On May 18, 2009, at 15:28 , Claus Reinke wrote:
My current best try uses the uvector package, has two 'vectors' of type (UArr Double) as input, and relies on the sumU and zipWithU functions which use streaming to compute the result: dist_fast :: UArr Double -> UArr Double -> Double dist_fast p1 p2 = sumDs `seq` sqrt sumDs where sumDs = sumU ds ds = zipWithU euclidean p1 p2 euclidean x y = d*d where d = x-y
You'll probably want to make sure that 'euclidian' is specialized to the types you need (here 'Double'), not used overloaded for 'Num a=>a' (check -ddump-tc, or -ddump-simpl output).
I understand from your later post that is was in fact specialized, but how do I make sure it _is_ specialized? Can I just add a type signature in the dist_fast definition for euclidean, or should I define euclidean outside of dist_fast, with an explicit type signature? If the latter, won't that hurt performance? Or should marking it INLINE take care of that?

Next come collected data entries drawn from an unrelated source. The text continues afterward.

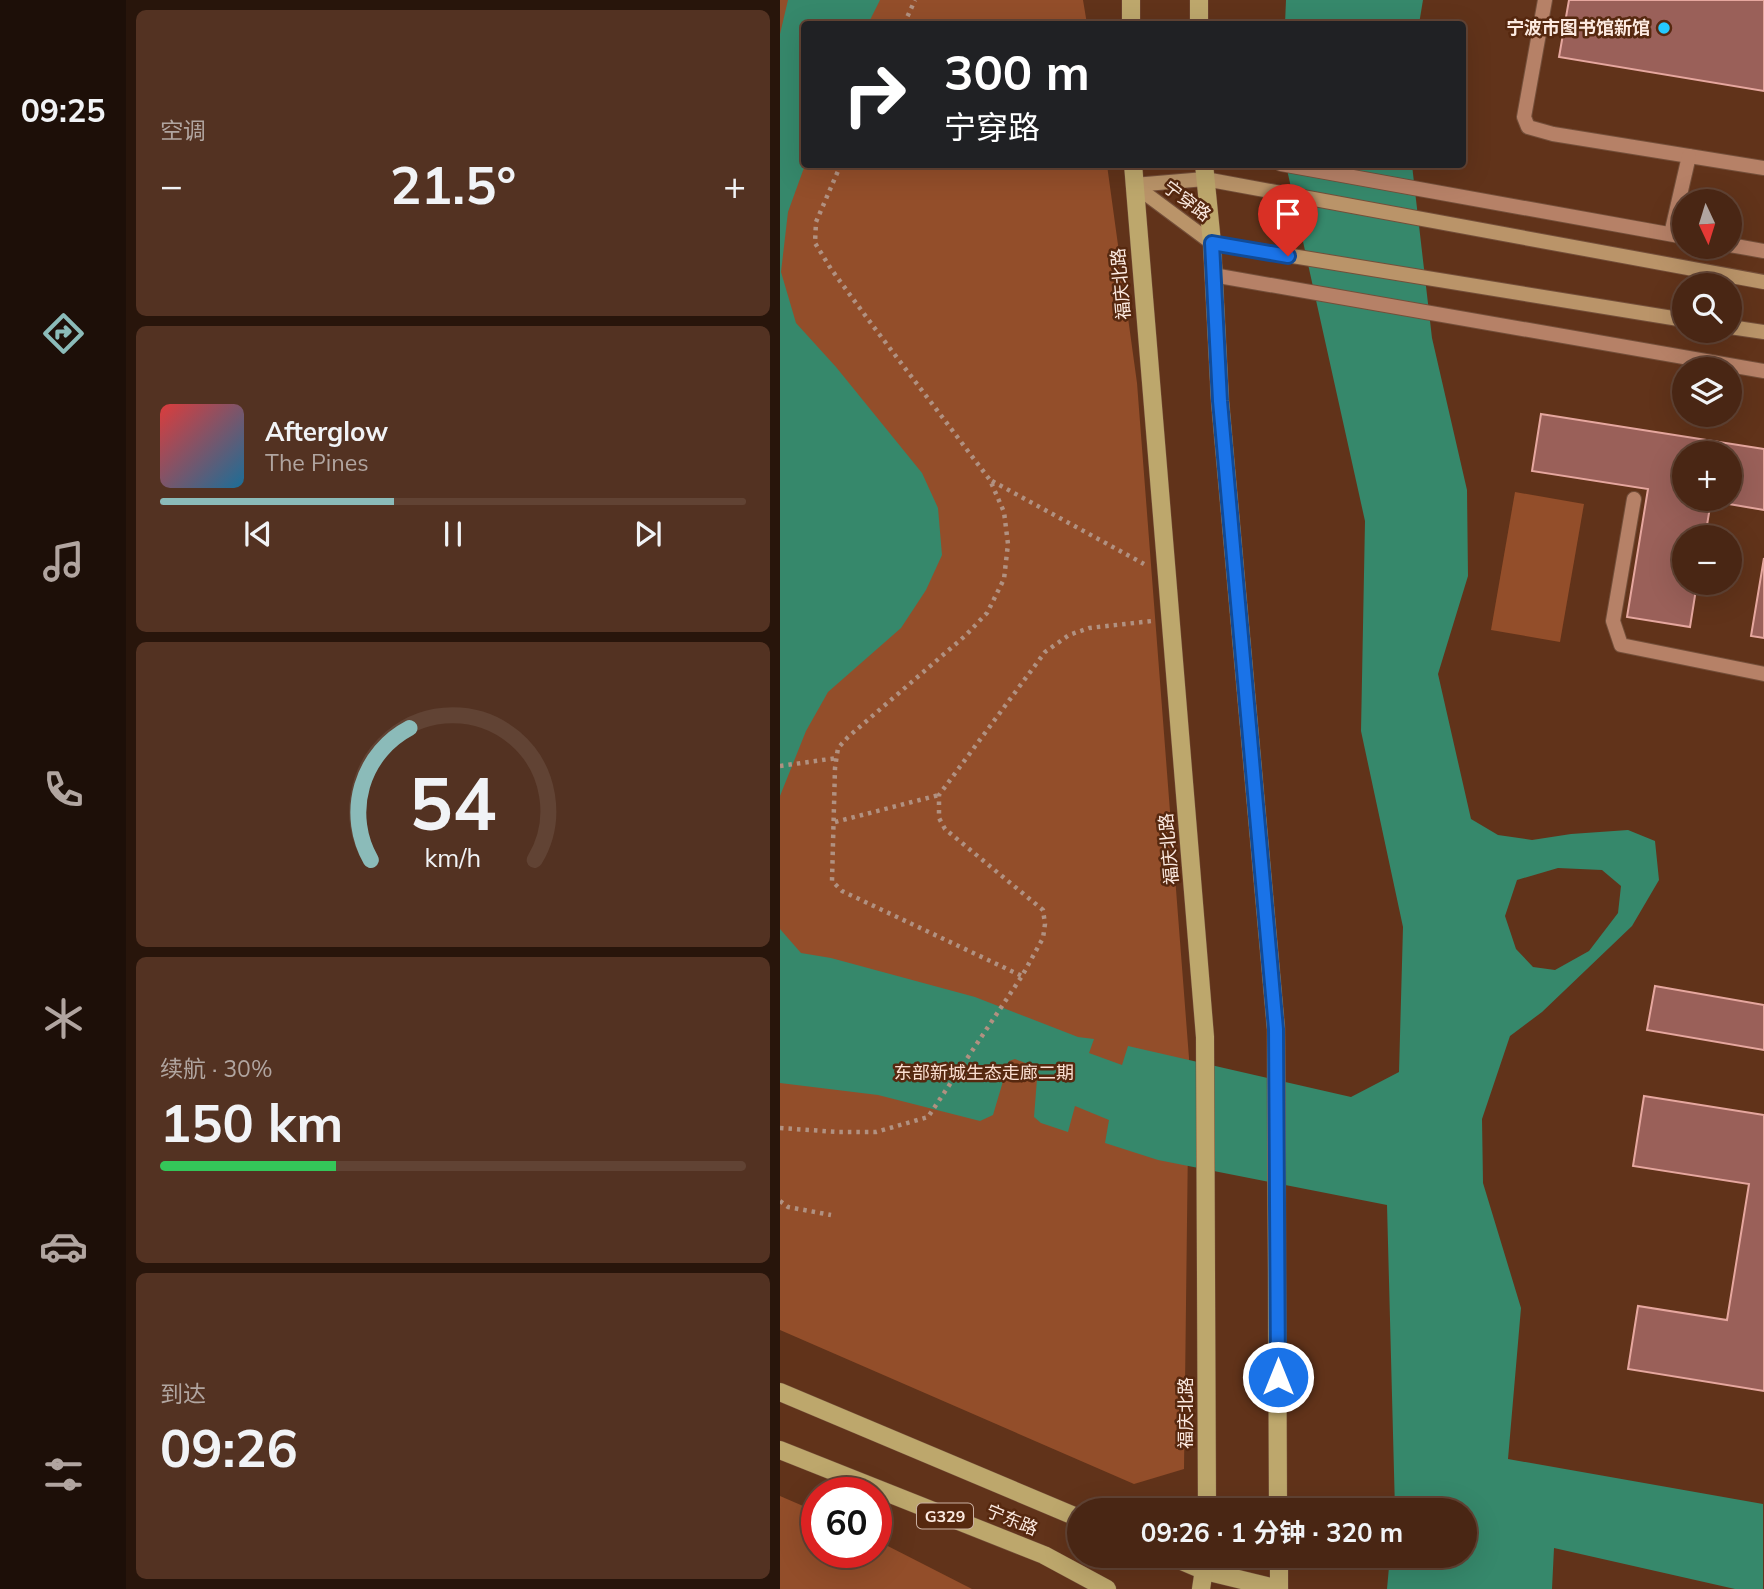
<!DOCTYPE html>
<html lang="zh">
<head>
<meta charset="utf-8">
<style>
	body { margin:0; font-family:Mulish,"Noto Sans SC",sans-serif; background:#533222; color:#f1f3f6; height:100vh; display:flex; flex-direction:column; font-size:26px; white-space:nowrap }
	* { box-sizing:border-box; margin:0 }
	p { font-size:23px; color:#b1a5a0 }
	.icon { flex:none; width:38px; height:38px; fill:none; stroke:currentColor; stroke-width:2; stroke-linecap:round; stroke-linejoin:round }
	.map { position:relative; flex:1; overflow:hidden }
	.details { display:flex; flex-direction:column; gap:10px; padding:10px; background:#28150b; width:654px }
	.details>* { flex:none }
	.guide { position:absolute; left:21px; top:21px; width:665px; height:147px; border-radius:7px; box-shadow:0 7px 28px #0002,0 0 0 2px #614334; background:#202124; color:#fff; overflow:hidden }
	.needle { width:46px; rotate:176deg }
	.tools { position:absolute; left:892px; top:189px; display:grid; gap:14px }
	.tools a { display:grid; place-items:center; width:70px; height:70px; border-radius:50%; background:#492614; box-shadow:0 7px 28px #0002,0 0 0 2px #614334; font-size:35px }
	.speed { position:absolute; left:21px; top:1477px; display:flex; gap:14px; font-size:35px; font-weight:700; text-align:center }
	.speed>* { display:grid; place-content:center; width:91px; height:91px; border-radius:50%; background:#492614; box-shadow:0 7px 28px #0002,0 0 0 2px #614334; line-height:1 }
	.speed .limit { border:10px solid #d22; background:#fff; color:#111 }
	.pin { position:absolute; display:grid; place-items:center; width:60px; height:60px; color:#fff; margin:-72px -30px; border-radius:50% 50% 50% 0; rotate:-45deg; box-shadow:0 0 7px #0007 }
	.pin .icon { rotate:45deg }
	.me { position:absolute; width:77px; margin:-38px; rotate:0deg; stroke-linejoin:round; filter:drop-shadow(0 0 5px #0008) }
	.turn { display:flex; align-items:center; gap:24px; height:147px; padding:0 28px; font-size:32px }
	.turn .icon { width:91px; height:91px; stroke-width:2.5 }
	.turn b { display:block; font-size:49px; line-height:60px }
	.big { font-size:52px; font-weight:700; line-height:1.1 }
	.details .tile { flex:1; display:flex; flex-direction:column; justify-content:center; gap:10px; min-width:0; padding:0 24px; border-radius:10px; background:#533222 }
	.details .dial { align-items:center; gap:0 }
	.dial svg { height:182px; overflow:visible; fill:none; stroke:#614334; stroke-width:7; stroke-linecap:round; text-anchor:middle }
	.dial text { fill:#f1f3f6; stroke:none }
	.song { display:flex; align-items:center; gap:21px }
	.cover { width:84px; height:84px; border-radius:10px; background:linear-gradient(135deg,hsl(0 70% 55%),hsl(200 70% 35%)) }
	.played { height:7px; border-radius:4px; background:linear-gradient(90deg,#8bbbb9 40%,#614334 40%) }
	.keys { display:flex; justify-content:space-around; direction:ltr }
	.heat { display:flex; justify-content:space-between; align-items:center; font-size:38px; direction:ltr }
	.charge { height:10px; border-radius:5px; background:linear-gradient(90deg,#34c759 30%,#614334 0) }
	.trip { position:absolute; left:287px; top:1498px; width:410px; height:70px; border-radius:35px; background:#492614; box-shadow:0 7px 28px #0002,0 0 0 2px #614334; font-weight:700; line-height:70px; text-align:center }
	main { display:flex; flex:1; min-height:0 }
	.tab-bar { display:flex; flex-direction:column; width:126px; justify-content:space-around; align-items:center; background:#1d0f08; color:#b1a5a0 }
	.tab-bar .icon { width:49px; height:49px }
	.tab-bar .selected { color:#8bbbb9 }
	.tab-bar b { font-size:32px; color:#f1f3f6 }
	.map>svg:first-child { display:block }
</style>
</head>
<body>
<main>
<nav class="tab-bar">
<b>09:25</b>
<svg class="icon selected" aria-label="directions" viewBox="0 0 24 24"><path d="M12 3l9 9-9 9-9-9zM9 14v-3h6M13 9l2 2-2 2"/></svg>
<svg class="icon" aria-label="music" viewBox="0 0 24 24"><path d="M9 18V5l10-2v13"/><circle cx="6" cy="18" r="3"/><circle cx="16" cy="16" r="3"/></svg>
<svg class="icon" aria-label="phone" viewBox="0 0 24 24"><path d="M5 4h4l2 5-3 2q2 4 5 5l2-3 5 2v4C11 20 4 13 5 4z"/></svg>
<svg class="icon" aria-label="climate" viewBox="0 0 24 24"><path d="M12 3v18M4 7l16 10M4 17L20 7"/></svg>
<svg class="icon" aria-label="car" viewBox="0 0 24 24"><path d="M5 17H2v-5l4-1 3-4h7l3 4 3 1v5h-3M9 17h6M6 11h13"/><circle cx="7" cy="17" r="2"/><circle cx="17" cy="17" r="2"/></svg>
<svg class="icon" aria-label="filters" viewBox="0 0 24 24"><path d="M4 7h16M4 17h16"/><circle cx="9" cy="7" r="2"/><circle cx="15" cy="17" r="2"/></svg>
</nav>
<section class="details">
<div class="tile"><p>空调</p>
<div class="heat"><a>−</a><b class="big">21.5°</b><a>+</a></div>
</div>
<div class="tile">
<div class="song"><i class="cover"></i><div><b>Afterglow</b><p>The Pines</p></div></div>
<div class="played"></div>
<div class="keys"><svg class="icon" aria-label="previous" viewBox="0 0 24 24"><path d="M18 5L8 12l10 7zM5 5v14"/></svg><svg class="icon" aria-label="pause" viewBox="0 0 24 24"><path d="M8 5v14M16 5v14"/></svg><svg class="icon" aria-label="next" viewBox="0 0 24 24"><path d="M6 5l10 7-10 7zM19 5v14"/></svg></div>
</div>
<div class="tile dial"><svg viewBox="0 0 100 80">
<path d="M14 69A42 42 0 1 1 86 69"/>
<path d="M14 69A42 42 0 0 1 31 11" stroke="#8bbbb9"/>
<text x="50" y="56" font-size="32" font-weight="700">54</text>
<text x="50" y="72" font-size="11">km/h</text>
</svg></div>
<div class="tile"><p>续航 · 30%</p><b class="big">150 km</b><div class="charge"></div></div>
<div class="tile"><p>到达</p><b class="big">09:26</b></div>
</section>
<div class="map">
<svg width="984" height="1589" viewBox="0 0 984 1589">
	<rect width="100%" height="100%" fill="#61331a"/>
	<g fill="#934e2a">
		<path d="M0 0H303L307 24H24V164L327 165 357 383 409 1058 404 1469 354 1484 0 1330Z"/>
		<path d="M735 492 804 504 780 642 711 630Z"/>
		<path d="M0 1496 37 1512V1552H96V1540L192 1589H0Z"/>
	</g>
	<g fill="#36886b" fill-rule="evenodd">
		<path d="M8 0H100L88 24H24L25 165 8 212 1 272 16 323 56 367 142 473 158 508 162 555 146 590 121 628 48 692 26 731 0 796V34Z"/>
		<path d="M506 0H643L639 24H505Z"/>
		<path d="M506 165H632L652 338 687 490 688 576 658 674 691 819 718 835 752 840 791 834 848 830 875 841 879 880 852 926 762 1012 730 1036 702 1119 703 1183 741 1308 728 1459 983 1504V1589H955L774 1548 772 1589H607L610 1556H684V1510H615L607 1205 378 1160 325 1143 329 1120 295 1106 288 1132 261 1123 254 1117 257 1079 251 1065 235 1059 229 1061 213 1115 200 1121 98 1095 0 1083V929L21 953 51 958 195 997 298 1037 314 1039 309 1053 342 1065 348 1046 571 1097 619 1072 623 927 581 731 585 521ZM778 868 822 870 841 886 838 913 809 951 775 970 753 967 736 949 725 916 737 880Z"/>
	</g>
	<g fill="#9a6059" stroke="#e6a79f" stroke-width="2" fill-rule="evenodd">
		<path d="M789 0H984V91L779 57Z"/>
		<path d="M761 414 984 449V510L931 501 925 537H905V583H917L910 627 847 617 868 489 752 471ZM905 453H950V499H905Z"/>
		<path d="M984 558V638L971 636Z"/>
		<path d="M875 986 984 1005V1050L867 1030Z"/>
		<path d="M864 1096 984 1115V1391L848 1369 858 1306 947 1320 969 1184 853 1166Z"/>
	</g>
	<g fill="none" stroke-linecap="round" stroke-linejoin="round">
		<defs>
			<path id="service" d="M854 499 833 621 841 645 984 674"/>
			<g id="minor">
				<path d="M765 0 744 117 748 127 773 134 984 168"/>
				<path d="M891 234 909 156"/>
			</g>
			<g id="tertiary">
				<path d="M501 164 905 237"/>
				<path d="M950 245 984 251"/>
				<path d="M433 275 984 371"/>
			</g>
			<g id="secondary">
				<path d="M354 185 425 179 984 282"/>
				<path d="M354 185 432 243 905 320"/>
				<path d="M950 327 984 332"/>
			</g>
			<g id="primary">
				<path d="M351 0V24"/>
				<path d="M419 0V24"/>
				<path d="M353 164 425 1037 427 1510"/>
				<path d="M424 164 432 243 440 401 496 1029 498 1510"/>
				<path d="M0 1392 299 1518"/>
				<path d="M0 1450 264 1555 327 1589"/>
				<path d="M390 1556 425 1571 499 1589"/>
				<path d="M499 1556V1589"/>
				<path d="M421 1589 426 1556"/>
			</g>
		</defs>
		<use href="#service" stroke="#744f3a" stroke-width="16"/>
		<use href="#minor" stroke="#744f3a" stroke-width="16"/>
		<use href="#tertiary" stroke="#744f3a" stroke-width="16"/>
		<use href="#secondary" stroke="#744f3a" stroke-width="16"/>
		<use href="#primary" stroke="#744f3a" stroke-width="19"/>
		<g stroke="#b19181" stroke-width="4.5" stroke-dasharray="3.5 5" stroke-linecap="butt">
			<path d="M124 24 135 0"/>
			<path d="M61 164 36 222 35 243 51 269 93 326 210 480 224 512 228 544 224 579 207 613 185 636 68 737 58 748 55 768 52 881 62 891 242 976"/>
			<path d="M212 481 364 564"/>
			<path d="M0 766 57 758"/>
			<path d="M55 822 159 795"/>
			<path d="M0 1128 58 1132H96L148 1117 242 976 263 938 265 924 263 910 165 829 159 818V795L265 652 289 635 309 628 372 621"/>
			<path d="M0 1201 8 1207 51 1215"/>
		</g>
		<use href="#service" stroke="#b68167" stroke-width="14"/>
		<use href="#minor" stroke="#b68167" stroke-width="14"/>
		<use href="#tertiary" stroke="#b68167" stroke-width="14"/>
		<use href="#secondary" stroke="#ba9469" stroke-width="14"/>
		<use href="#primary" stroke="#bda76c" stroke-width="18"/>
	</g>
	<g fill="none" stroke-linecap="round" stroke-linejoin="round">
		<defs>
			<path id="route" d="M498 1377 496 1029 440 401 432 243 508 256"/>
		</defs>
		<use href="#route" stroke="#114b97" stroke-width="18"/>
		<use href="#route" stroke="#1a73e8" stroke-width="12"/>
	</g>
	<circle fill="#25c9fe" stroke="#56280f" stroke-width="2.5" cx="884" cy="28" r="7"/>
	<g text-anchor="middle" stroke-width="5" stroke-linejoin="round" paint-order="stroke">
		<rect fill="#56280f" stroke="#cab0a2" stroke-width="2" x="137" y="1503.5" width="56" height="25" rx="5"/>
		<g font-size="16" font-weight="bold" fill="#fceae1">
			<text x="165" y="1522">G329</text>
		</g>
		<g font-size="18" font-weight="bold" fill="#fceae1" stroke="#56280f" text-anchor="end">
			<text x="870" y="34">宁波市图书馆新馆</text>
		</g>
		<g font-size="18" fill="#fceae1" stroke="#56280f">
			<text transform="translate(407 201) rotate(37)" y="6">宁穿路</text>
			<text transform="translate(341 284) rotate(-95)" y="6">福庆北路</text>
			<text transform="translate(389 849) rotate(-95)" y="6">福庆北路</text>
			<text transform="translate(406 1413) rotate(-90)" y="6">福庆北路</text>
			<text transform="translate(232 1520) rotate(22)" y="6">宁东路</text>
		</g>
		<g font-size="18" fill="#faded0" stroke="#56280f">
			<text x="204" y="1079">东部新城生态走廊二期</text>
		</g>
	</g>
</svg>
<div class="tools">
<a><svg class="needle" viewBox="-14 -14 28 28"><path d="M0-13l5 13h-10z" fill="#e53935"/><path d="M0 13l5-13h-10z" fill="#b1a5a0"/></svg></a>
<a><svg class="icon" aria-label="search" viewBox="0 0 24 24"><circle cx="10" cy="10" r="6"/><path d="M15 15l6 6"/></svg></a>
<a><svg class="icon" aria-label="layers" viewBox="0 0 24 24"><path d="M12 4l9 5-9 5-9-5zM3 14l9 5 9-5"/></svg></a>
<a>+</a>
<a>−</a>
</div>
<div class="speed"><div class="limit">60</div></div>
<div class="pin" style="left:508px;top:256px;background:#d93025"><svg class="icon" aria-label="arrive" viewBox="0 0 24 24"><path d="M6 21V4h12l-3 4 3 4H6"/></svg></div>
<svg class="me" style="left:498px;top:1377px" viewBox="-20 -20 40 40"><circle r="17" fill="#1a73e8" stroke="#fff" stroke-width="3"/><path d="M0-11L8 9 0 5-8 9z" fill="#fff"/></svg>
<div class="trip">09:26 · 1 分钟 · 320 m</div>
<div class="guide">
<div class="turn"><svg class="icon" aria-label="right" viewBox="0 0 24 24"><path d="M7 20v-9h11M14 6l5 5-5 5"/></svg><div><b>300 m</b>宁穿路</div></div>
</div>
</div>
</main>
</body>
</html>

After that, unrolling the fused fold loop (uvector internal) might help a bit, but isn't there yet:
http://hackage.haskell.org/trac/ghc/ticket/3123 http://hackage.haskell.org/trac/ghc/wiki/Inlining
And even if that gets implemented, it doesn't apply directly to your case, where the loop is in a library, but you might want to control its unrolling in your client code. Having the loop unrolled by a default factor (8x or so) should help for loops like this, with little computation.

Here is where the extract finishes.